Patrick vient de me déposer à ma résidence. Il a attendu que je rentre dans l’immeuble avant de m’en aller. Dès que je suis arrivée dans le hall, j’ai ôté mes chaussures que j’ai attrapées d’une main avant de rejoindre l’ascenseur. Arrivée à mon étage, j’ai trouvé le couloir allumé. J’ai lentement marché vers ma porte et j’ai vu qu’une personne s’y trouvait. La personne a levé les yeux vers moi et je l’ai reconnu de suite. Mon coeur a manqué un battement si bien que j’ai fait tomber mes chaussures sur le tapis. Cela fait quatre ans que nous ne nous sommes plus revus. Mais qu’est-ce qu’il fait ici?
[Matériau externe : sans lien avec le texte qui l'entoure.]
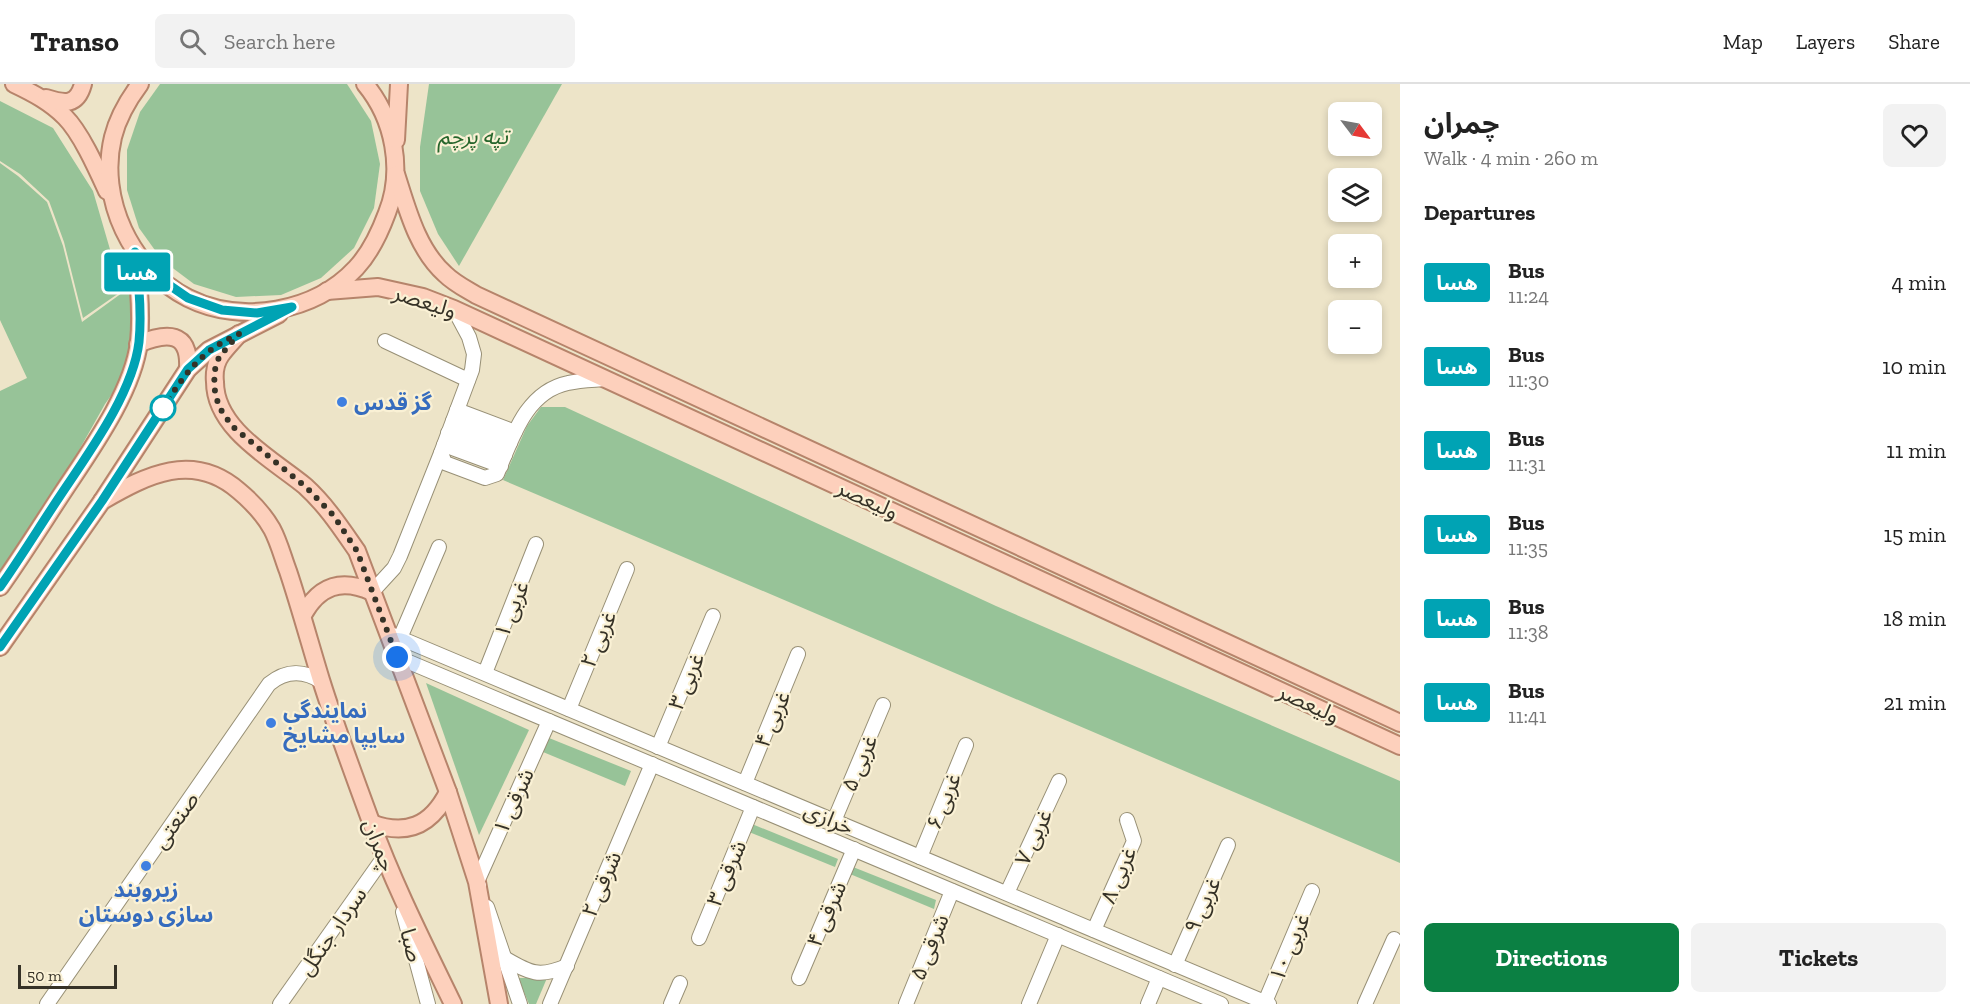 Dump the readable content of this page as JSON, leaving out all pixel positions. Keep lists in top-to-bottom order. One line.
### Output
{"streets":{"main road":["ولیعصر","چمران"],"street":["۱ غربی","۲ غربی","۳ غربی","۴ غربی","۵ غربی","۱ شرقی","۶ غربی","خرازی","صنعتی","۷ غربی","۳ شرقی","۸ غربی","۲ شرقی","۹ غربی","۴ شرقی","سردار جنگل","صبا","۵ شرقی","۱۰ غربی"]},"crossings":[["۱ غربی","خرازی"],["۲ غربی","خرازی"],["۳ غربی","خرازی"],["۴ غربی","خرازی"],["۵ غربی","خرازی"],["۱ شرقی","خرازی"],["۶ غربی","خرازی"],["خرازی","۷ غربی"],["خرازی","۳ شرقی"],["خرازی","۸ غربی"],["خرازی","۲ شرقی"],["خرازی","۹ غربی"],["خرازی","۴ شرقی"],["خرازی","۵ شرقی"],["خرازی","۱۰ غربی"],["صنعتی","چمران"],["چمران","سردار جنگل"],["چمران","صبا"]],"parks":["تپه پرچم"],"places":["گز قدس","نمایندگی سایپا مشایخ","زیروبند سازی دوستان"],"lines":["bus line هسا"],"scale_bar":"50 m","north":"bottom right","page":{"header":"Transo","search":"Search here","nav":["Map","Layers","Share"],"on_map":"هسا","heading":[["چمران","Walk · 4 min · 260 m"],"Departures"],"map_buttons":["+","−"],"list":[{"mark":"هسا","name":"Bus","note":"11:24","value":"4 min"},{"mark":"هسا","name":"Bus","note":"11:30","value":"10 min"},{"mark":"هسا","name":"Bus","note":"11:31","value":"11 min"},{"mark":"هسا","name":"Bus","note":"11:35","value":"15 min"},{"mark":"هسا","name":"Bus","note":"11:38","value":"18 min"},{"mark":"هسا","name":"Bus","note":"11:41","value":"21 min"}],"buttons":["Directions","Tickets"],"scale":"50 m"}}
En plus il a une petite valise avec lui. Est-il venu me rendre visite ?

− Khaleb? Mais qu’est-ce que tu fais ici? Depuis quand es-tu là?
− J’ai tenté de te joindre sans succès.

Je prends mon téléphone et constate effectivement qu’il a tenté de me joindre à treize reprises.

− Pourquoi ne m’as-tu pas dit que tu venais à Atlanta? Je serai passée te chercher.
− Il fallait que je te vois.
− Qu’est-ce qu’il y a Khaleb?
− On peut rentrer s’il te plaît?
− Euh… Oui. Bien sûr.

Je prends les clés dans ma pochette et j’ouvre la porte. Je m’écarte pour le laisser entrer. Je ferme tout à clé et je le retrouve au salon.

− Je te sers quelque chose à boire?
− Non merci.
− Euh. Ok. J’avoue que ta présence me décontenance un peu tout de même.
− Je sais Adanna.
− Tu es de passage en ville?
− Pas exactement.
- ......
− Je devais te dire quelque chose de vive voix.
− Ah oui ?
− J’aimerai que tu t’asseyes un instant s’il te plaît.
− Qu’est-ce qui se passe Khaleb? Pourquoi veux-tu que je m’asseye?
− ……
− Je te parle Khaleb. Qu’est-ce qui se passe?
− …. C’est Mawa

Mon coeur se met à battre terriblement dans ma poitrine.

− Quoi Mawa? QU’est-ce qu’il y a? Je demande apeurée.
− On a retrouvé son corps cette nuit.
− Quoi? Mais de quoi tu parles?
− Mawa est partie. Mawa est décédée.
− C’est faux. Elle ne peut pas être morte. Mawa ne peut pas être morte. Dis-je en criant.

Il s’est levé vers moi et j’ai commencé à pleurer silencieusement. Mawa? Non. Je cours vers mon ordinateur dans ma chambre et me connecte sur Facebook et la dure réalité me frappe de plein fouet en voyant des messages de condoléances sur son mur. J’hurle toute ma douleur et je sens les bras puissants de Khaleb qui me retiennent pour ne pas que je me fasse mal en glissant près de mon lit. Il me sert fort dans ses bras et alors que je me débats au début, je finis par me laisser faire et à pleurer de tout mon soul. Je refuse d’y croire. Ce n’est pas possible. MAis que s’est-il passé Seigneur? J’ai trop mal au cœur.